## Supplied data:

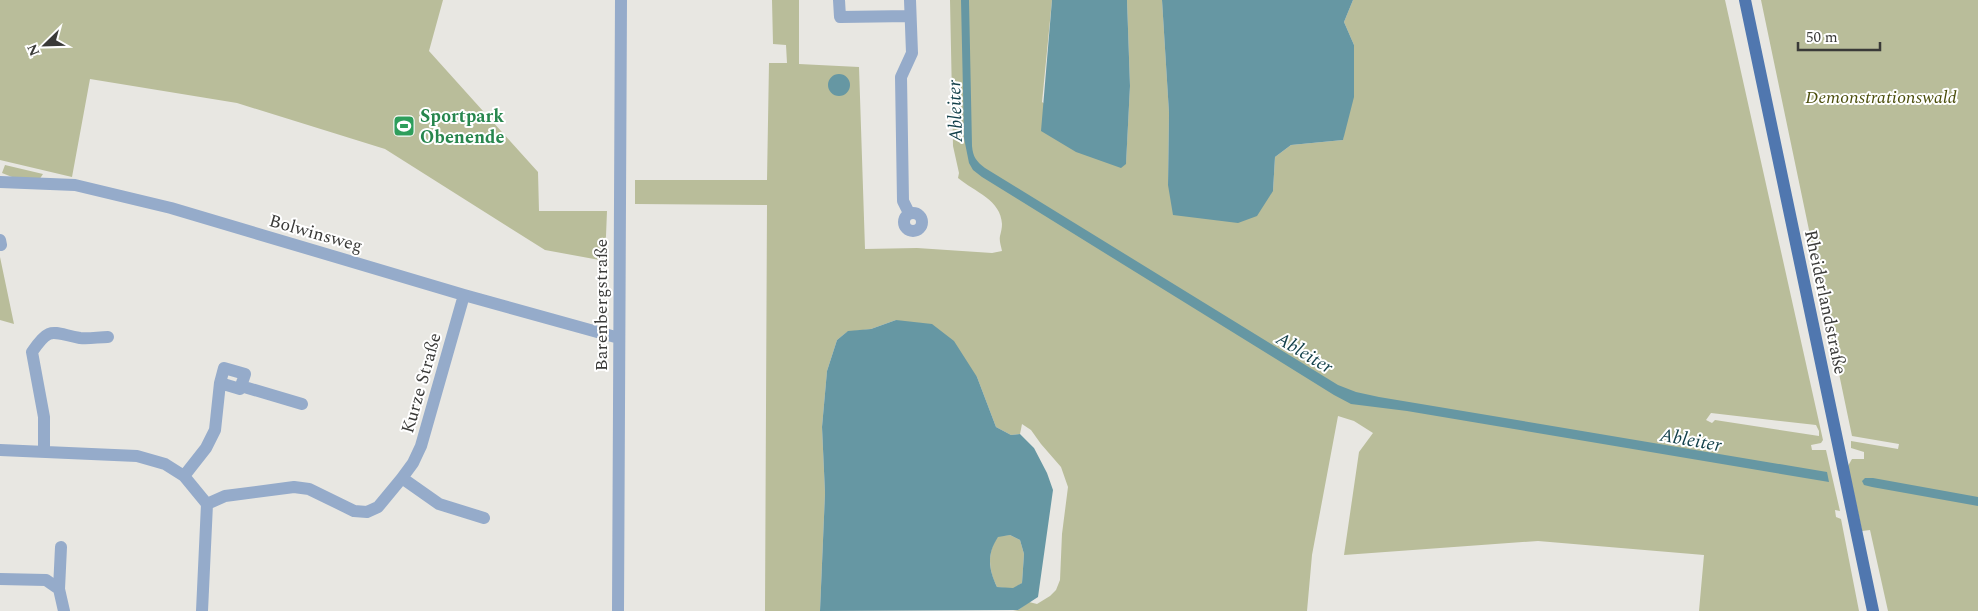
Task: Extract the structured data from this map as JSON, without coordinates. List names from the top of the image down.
{
  "streets": {
    "main road": ["Rheiderlandstraße"],
    "street": ["Bolwinsweg", "Barenbergstraße", "Kurze Straße"]
  },
  "crossings": [
    ["Bolwinsweg", "Barenbergstraße"],
    ["Bolwinsweg", "Kurze Straße"]
  ],
  "water": ["Ableiter"],
  "parks": ["Demonstrationswald"],
  "places": {
    "sports": ["Sportpark Obenende"]
  },
  "scale_bar": "50 m",
  "north": "bottom left"
}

## Directions for this task:
Repeat the data above exactly, leaving out any pictures it holds.

## Response:
Task: Extract the structured data from this map as JSON, without coordinates. List names from the top of the image down.
{
  "streets": {
    "main road": ["Rheiderlandstraße"],
    "street": ["Bolwinsweg", "Barenbergstraße", "Kurze Straße"]
  },
  "crossings": [
    ["Bolwinsweg", "Barenbergstraße"],
    ["Bolwinsweg", "Kurze Straße"]
  ],
  "water": ["Ableiter"],
  "parks": ["Demonstrationswald"],
  "places": {
    "sports": ["Sportpark Obenende"]
  },
  "scale_bar": "50 m",
  "north": "bottom left"
}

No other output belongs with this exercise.